In 2008, Frank and countryman Sam fled China after they had been detained, beaten and subjected to forced labour.
Their crime was practising a peaceful meditation ritual known as Falun Gong.
Both changed their names when they became Australian citizens and since coming to Perth – Frank as a refugee and Sam as a skilled migrant – they have been campaigning with fellow Falun Gong practitioner Albert Lin to raise awareness of the human rights abuses inside WA’s biggest economic partner.
Part of raising awareness is telling their story of abuse.
But they are so afraid that loved ones still living in China could be persecuted for their actions they have asked to have only their new first names printed. They also asked to be partly obscured in their photo.
Falun Gong gained popularity in China in the early 1990s and by 1999 had tens of millions of followers.

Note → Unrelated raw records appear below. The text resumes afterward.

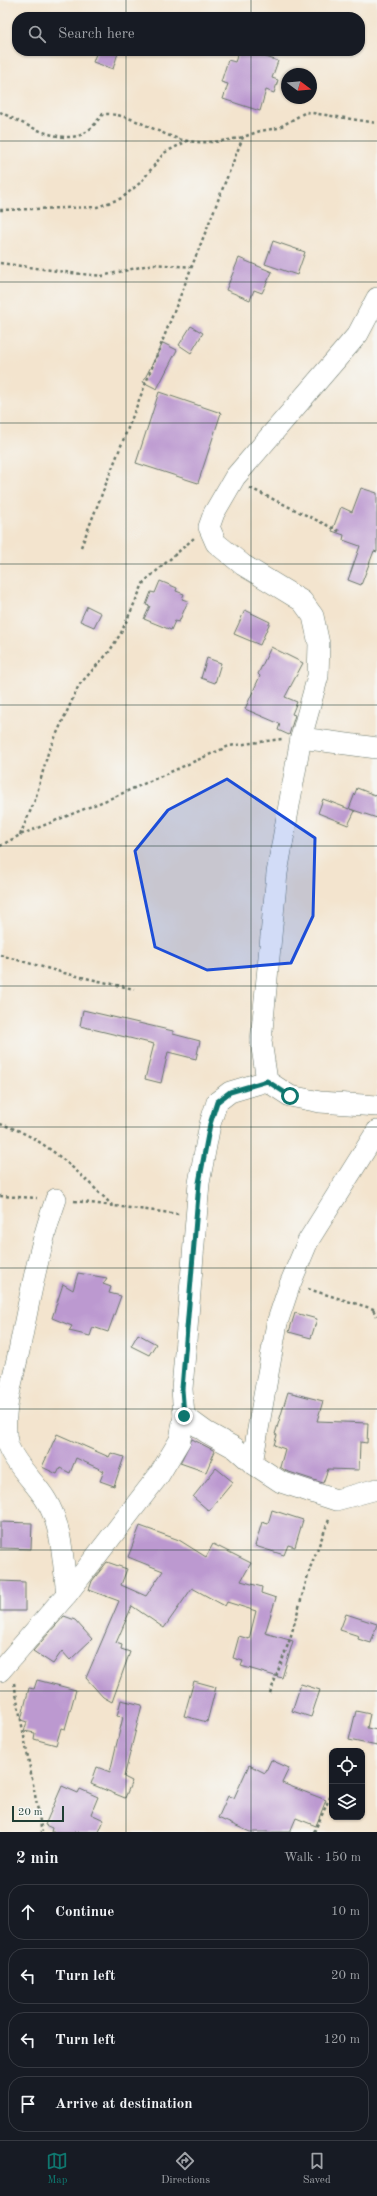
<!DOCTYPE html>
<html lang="en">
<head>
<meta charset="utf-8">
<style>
	:root { --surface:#171b24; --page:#20242c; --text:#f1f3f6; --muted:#9ea1a6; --line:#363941; --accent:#0f766e }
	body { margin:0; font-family:"Old Standard TT",serif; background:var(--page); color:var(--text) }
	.controls { position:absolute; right:12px; bottom:12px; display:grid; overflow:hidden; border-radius:8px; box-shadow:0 1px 3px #0004 }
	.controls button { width:36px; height:36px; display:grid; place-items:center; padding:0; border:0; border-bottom:1px solid var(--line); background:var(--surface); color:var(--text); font:20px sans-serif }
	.compass { position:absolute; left:281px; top:68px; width:36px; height:36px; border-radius:50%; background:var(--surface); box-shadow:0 1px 3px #0004; rotate:106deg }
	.scale { position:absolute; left:12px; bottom:10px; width:52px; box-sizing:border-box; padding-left:4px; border:2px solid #1f3d34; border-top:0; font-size:11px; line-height:14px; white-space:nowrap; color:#1f3d34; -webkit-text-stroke:3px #f6f6f2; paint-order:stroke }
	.stop { position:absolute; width:12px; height:12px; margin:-9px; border:3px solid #0f766e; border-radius:50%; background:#fff }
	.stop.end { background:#0f766e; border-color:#fff; box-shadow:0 1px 4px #0008 }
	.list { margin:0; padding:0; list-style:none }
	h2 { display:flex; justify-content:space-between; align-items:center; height:52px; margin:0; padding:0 16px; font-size:17px }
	h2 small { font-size:13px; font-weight:400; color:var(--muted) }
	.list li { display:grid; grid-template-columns:26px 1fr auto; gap:12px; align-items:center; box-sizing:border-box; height:56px; margin:0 8px 8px; padding:0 8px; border:1px solid var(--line); border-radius:16px }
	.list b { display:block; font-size:15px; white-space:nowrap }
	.list em { font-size:13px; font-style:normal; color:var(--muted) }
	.icon { flex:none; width:22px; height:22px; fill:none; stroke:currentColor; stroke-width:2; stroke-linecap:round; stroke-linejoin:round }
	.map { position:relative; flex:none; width:377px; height:1832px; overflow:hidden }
	.search { position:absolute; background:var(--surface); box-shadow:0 1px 3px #0004; left:12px; right:12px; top:12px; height:44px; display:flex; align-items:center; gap:10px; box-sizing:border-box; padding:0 14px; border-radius:16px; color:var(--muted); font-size:15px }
	.sheet { height:308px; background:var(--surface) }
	nav { display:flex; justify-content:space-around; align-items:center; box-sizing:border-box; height:56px; border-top:1px solid var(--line); background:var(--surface); font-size:11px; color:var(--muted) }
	nav a { display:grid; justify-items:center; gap:2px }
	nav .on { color:var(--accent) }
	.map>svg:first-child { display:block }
</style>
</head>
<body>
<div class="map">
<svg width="377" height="1832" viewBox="0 0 377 1832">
	<rect width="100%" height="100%" fill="#f6f6f2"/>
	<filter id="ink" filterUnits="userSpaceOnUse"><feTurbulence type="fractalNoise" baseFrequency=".025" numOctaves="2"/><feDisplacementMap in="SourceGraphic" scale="8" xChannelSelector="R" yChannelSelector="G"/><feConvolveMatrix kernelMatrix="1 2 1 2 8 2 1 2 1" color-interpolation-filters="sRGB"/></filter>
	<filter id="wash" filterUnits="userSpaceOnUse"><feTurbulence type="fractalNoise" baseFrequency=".012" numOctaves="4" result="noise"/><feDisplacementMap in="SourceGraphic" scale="16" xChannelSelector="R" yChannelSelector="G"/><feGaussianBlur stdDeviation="0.9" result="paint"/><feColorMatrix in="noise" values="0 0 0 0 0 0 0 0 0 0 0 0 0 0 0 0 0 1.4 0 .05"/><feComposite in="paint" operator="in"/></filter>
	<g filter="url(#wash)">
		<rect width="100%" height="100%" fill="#f3e4ce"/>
		<g id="blocks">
			<!-- building -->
			<g fill="#bc99d0">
				<polygon points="97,51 118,53 113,69 93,62"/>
				<polygon points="239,51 248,51 278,61 272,78 278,80 274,93 266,90 260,111 223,99 228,84 221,82 228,60 235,62"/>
				<polygon points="273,241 305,252 297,275 265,264"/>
				<polygon points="239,258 272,272 262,293 254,290 250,300 226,290"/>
				<polygon points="191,326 203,333 191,353 179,345"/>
				<polygon points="163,343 177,350 157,389 143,382"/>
				<polygon points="159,392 221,413 198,483 136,463"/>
				<polygon points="361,488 377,493 377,552 374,551 361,585 348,580 360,546 343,540 344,535 332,531 341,507 352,512"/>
				<polygon points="160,581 177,588 176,591 184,594 182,599 188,601 179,622 175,621 171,630 144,619 150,606 146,605 151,592 155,593"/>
				<polygon points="87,606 101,613 94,627 80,621"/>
				<polygon points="245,610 270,622 260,645 234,634"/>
				<polygon points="271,647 303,663 285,697 297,702 292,714 295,715 289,735 278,730 280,724 245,709 260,676 258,674"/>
				<polygon points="207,658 221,663 215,683 201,678"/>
				<polygon points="357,788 377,796 377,818 350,809 355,811 348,825 318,813 323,799 349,809"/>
				<polygon points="83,1010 173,1031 173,1034 200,1041 196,1059 168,1052 161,1083 145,1079 154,1044 80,1026"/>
				<polygon points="78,1273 107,1278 103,1284 111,1287 109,1293 121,1296 108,1332 93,1327 90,1336 69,1331 72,1326 52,1318 63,1284 73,1290"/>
				<polygon points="295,1313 317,1319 311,1338 289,1332"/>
				<polygon points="138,1334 156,1344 149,1355 131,1346"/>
				<polygon points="288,1392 323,1401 317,1421 368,1423 367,1443 360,1442 359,1470 328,1469 323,1483 286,1471 280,1467 285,1449 274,1445 277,1435 275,1434"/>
				<polygon points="57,1434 109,1457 111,1453 124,1457 114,1486 100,1481 104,1471 76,1458 70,1473 60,1468 57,1474 42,1467"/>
				<polygon points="192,1439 215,1451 206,1472 180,1463"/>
				<polygon points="216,1468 233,1482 209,1511 193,1497"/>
				<polygon points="272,1510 303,1520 295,1547 288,1545 284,1555 255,1546 262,1522 268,1524"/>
				<polygon points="0,1522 32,1523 31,1549 0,1548"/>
				<polygon points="140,1526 179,1540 206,1557 213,1544 251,1563 241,1581 262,1587 261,1593 276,1598 265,1633 293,1641 282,1678 241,1666 243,1661 233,1658 239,1636 249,1639 256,1611 227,1602 225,1606 192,1588 164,1628 132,1606 116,1643 122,1645 121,1649 130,1652 112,1702 103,1697 86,1678 119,1601 89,1590 92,1581 107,1562 127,1569 121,1585 146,1596 163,1571 128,1557"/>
				<polygon points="0,1581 25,1582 25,1611 0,1611"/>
				<polygon points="346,1614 377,1624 371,1643 358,1639 359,1636 340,1630"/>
				<polygon points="64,1616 75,1620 92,1639 70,1660 62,1651 53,1664 33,1651"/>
				<polygon points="37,1680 76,1690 65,1729 61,1728 56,1745 34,1739 35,1733 24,1731 27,1722 21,1720 29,1688 34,1689"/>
				<polygon points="194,1681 216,1687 207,1722 184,1716"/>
				<polygon points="301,1684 320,1690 311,1717 292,1711"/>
				<polygon points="121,1700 142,1705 124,1777 132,1781 125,1798 91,1784 97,1767 110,1772 123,1717 117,1716"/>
				<polygon points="356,1711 370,1714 367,1728 377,1730 377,1746 349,1740"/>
				<polygon points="271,1760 289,1768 282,1783 326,1800 316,1826 296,1818 290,1832 250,1832 218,1818 228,1796 234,1798 249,1765 265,1773"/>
				<polygon points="62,1786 78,1793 80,1789 98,1797 91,1814 104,1820 99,1832 51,1832 52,1828 45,1825"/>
			</g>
		</g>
	</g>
	<g filter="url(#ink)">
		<use href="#blocks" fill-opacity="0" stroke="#69776a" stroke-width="1"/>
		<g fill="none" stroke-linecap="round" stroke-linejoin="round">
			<!-- street casing -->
			<g stroke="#69776a" stroke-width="22">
				<g id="street">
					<polyline points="377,298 358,334 235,477 214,513 209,527 216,543 243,565 302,601 313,616 319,644 318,676 301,738 277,873 261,1041 267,1081 290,1096 320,1102 377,1106"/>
					<polyline points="301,738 377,748"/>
					<path d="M56,1199c-17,48 -26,97 -36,147 -6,31 -20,68 -12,100 9,21 27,36 38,54 17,27 17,64 21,94"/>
					<polyline points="184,1416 206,1432 235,1448 252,1463 281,1482 336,1500 377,1489"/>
					<polyline points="252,1463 277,1323 290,1284 308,1241 377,1131"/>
					<polyline points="0,1671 67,1594 159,1475 180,1440 184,1416 182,1389 199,1183 210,1124 217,1102 230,1092 267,1081"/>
				</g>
			</g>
			<!-- path -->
			<g stroke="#69776a" stroke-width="2.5" stroke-dasharray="3 3" stroke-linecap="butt">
				<path d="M0,112c21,10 64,36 86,20 7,-4 12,-13 17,-18 31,-1 55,22 85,27 19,3 37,0 55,-4"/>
				<polyline points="0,210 97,207 122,198 141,182 164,153 187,141"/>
				<polyline points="0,263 72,273 102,276 153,264 192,267"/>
				<polyline points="250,488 341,532"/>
				<polyline points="81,547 243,137 260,131 278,128 306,112 377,123"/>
				<polyline points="20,835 35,800 48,753 79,685 109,652 121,633 144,582 194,538"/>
				<polyline points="0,846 20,835 114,797 229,746 282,739"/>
				<polyline points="0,955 64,973 134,989"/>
				<path d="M0,1124c44,12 80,50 112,81"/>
				<polyline points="0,1196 37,1198"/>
				<polyline points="74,1201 179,1214"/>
				<polyline points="308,1289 377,1310"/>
				<polyline points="373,1310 377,1316"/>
				<polyline points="14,1683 42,1832"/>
				<polyline points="270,1693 290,1639 310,1568 330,1517"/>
				<polyline points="314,1832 332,1793"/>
			</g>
			<!-- street -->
			<use href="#street" stroke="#fff" stroke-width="21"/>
		</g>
	</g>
	<g fill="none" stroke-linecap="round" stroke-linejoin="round" filter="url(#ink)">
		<!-- route -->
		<polyline stroke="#0f766e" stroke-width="5" points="184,1416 182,1389 199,1183 210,1124 217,1102 230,1092 267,1081 290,1096"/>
	</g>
	<!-- marked area -->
	<path fill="#1d4ed8" fill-opacity="0.2" stroke="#1d4ed8" stroke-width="3" stroke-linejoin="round" d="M227,779l88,59 -2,78 -22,47 -84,7 -52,-23 -20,-96 33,-41z"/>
	<!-- grid -->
	<path fill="none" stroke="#1f3d34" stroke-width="1" stroke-opacity="0.55" d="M126,0v17M251,0v17M126,51v1781M251,51v1781M0,141h377M0,282h377M0,423h377M0,564h377M0,705h377M0,846h377M0,986h377M0,1127h377M0,1268h377M0,1409h377M0,1550h377M0,1691h377"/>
</svg>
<div class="controls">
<button><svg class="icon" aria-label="locate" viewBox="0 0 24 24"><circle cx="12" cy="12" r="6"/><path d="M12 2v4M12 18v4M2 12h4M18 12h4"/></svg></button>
<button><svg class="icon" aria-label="layers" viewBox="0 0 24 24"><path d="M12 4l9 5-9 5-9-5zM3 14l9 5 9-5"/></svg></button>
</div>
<svg class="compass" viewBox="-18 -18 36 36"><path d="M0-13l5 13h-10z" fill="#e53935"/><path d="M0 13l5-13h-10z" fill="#9ea1a6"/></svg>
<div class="scale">20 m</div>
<div class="stop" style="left:290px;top:1096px"></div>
<div class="stop end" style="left:184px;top:1416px"></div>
<div class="search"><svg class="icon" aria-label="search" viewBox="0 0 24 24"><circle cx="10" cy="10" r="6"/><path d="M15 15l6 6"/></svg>Search here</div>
</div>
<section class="sheet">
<h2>2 min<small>Walk · 150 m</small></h2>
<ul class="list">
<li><svg class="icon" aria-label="ahead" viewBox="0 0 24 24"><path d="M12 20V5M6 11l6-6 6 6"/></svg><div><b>Continue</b></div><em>10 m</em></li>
<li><svg class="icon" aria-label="left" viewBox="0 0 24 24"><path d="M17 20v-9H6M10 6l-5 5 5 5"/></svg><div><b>Turn left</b></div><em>20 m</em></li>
<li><svg class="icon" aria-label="left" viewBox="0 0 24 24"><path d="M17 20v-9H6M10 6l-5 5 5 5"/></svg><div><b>Turn left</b></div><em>120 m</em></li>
<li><svg class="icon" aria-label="arrive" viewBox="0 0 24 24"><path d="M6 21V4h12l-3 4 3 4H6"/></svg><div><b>Arrive at destination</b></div></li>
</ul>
</section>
<nav>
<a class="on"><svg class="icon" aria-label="map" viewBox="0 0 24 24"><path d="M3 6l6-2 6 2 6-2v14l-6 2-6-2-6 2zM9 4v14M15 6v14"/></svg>Map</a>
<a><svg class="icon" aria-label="directions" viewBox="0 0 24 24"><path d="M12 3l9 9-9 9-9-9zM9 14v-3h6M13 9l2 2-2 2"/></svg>Directions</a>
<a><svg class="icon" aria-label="saved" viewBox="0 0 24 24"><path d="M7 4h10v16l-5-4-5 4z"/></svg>Saved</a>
</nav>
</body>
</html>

But the ruling Communist Party saw it as a threat because of its size and independence.
By mid-1999 the Chinese officialdom started suppressing the movement and ordered a nationwide crackdown on the practice.
Frank was detained in 2001 for two years. He was forced to make cheap products, such as Christmas decorations and suits.
“To be sent to a labour camp, it does not need any judge or lawyers, they just have to say you are breaking these rules, you are damaging to society, you need to stay in labour camp,” Frank said.
When he was not in a sweat shop, Frank said he was tortured. In one instance, police tied him to a chair and subjected him to electric shocks for hours.
One night fellow prisoners tied him to a bed and beat him until his arms were black and swollen.
Sam, a chemical engineer, and his wife, an accountant, went from living a comfortable life to becoming targets for persecution.
In 2001, Sam was babysitting a friend’s children when he was arrested.
At the police station, Sam was hung from a window frame, beaten and had ice poured down his pants.
He was then put in detention for the next nine months where he made plastic flowers.
Sam said he was never sent to a labour camp because the government wanted him to spy on his friends.
After he was released, Sam and his wife tried to not meet their friends to keep them out of danger.
The men say Falun Gong practitioners are still abused.
Dr Lin said he felt forced to speak out after it was revealed in 2006 that practitioners were being rounded up for organ harvesting.
“There are about two million people in forced labour camps in China at this time … and that’s how China has caught up so quickly economically,” Dr Lin said.
To raise awareness of about the oppression of Falun Gong in China, Dr Lin has organised free screenings of two documentaries Free China and Transcending Fear at the State Library. The next screenings will be on Thursday from 6.30pm.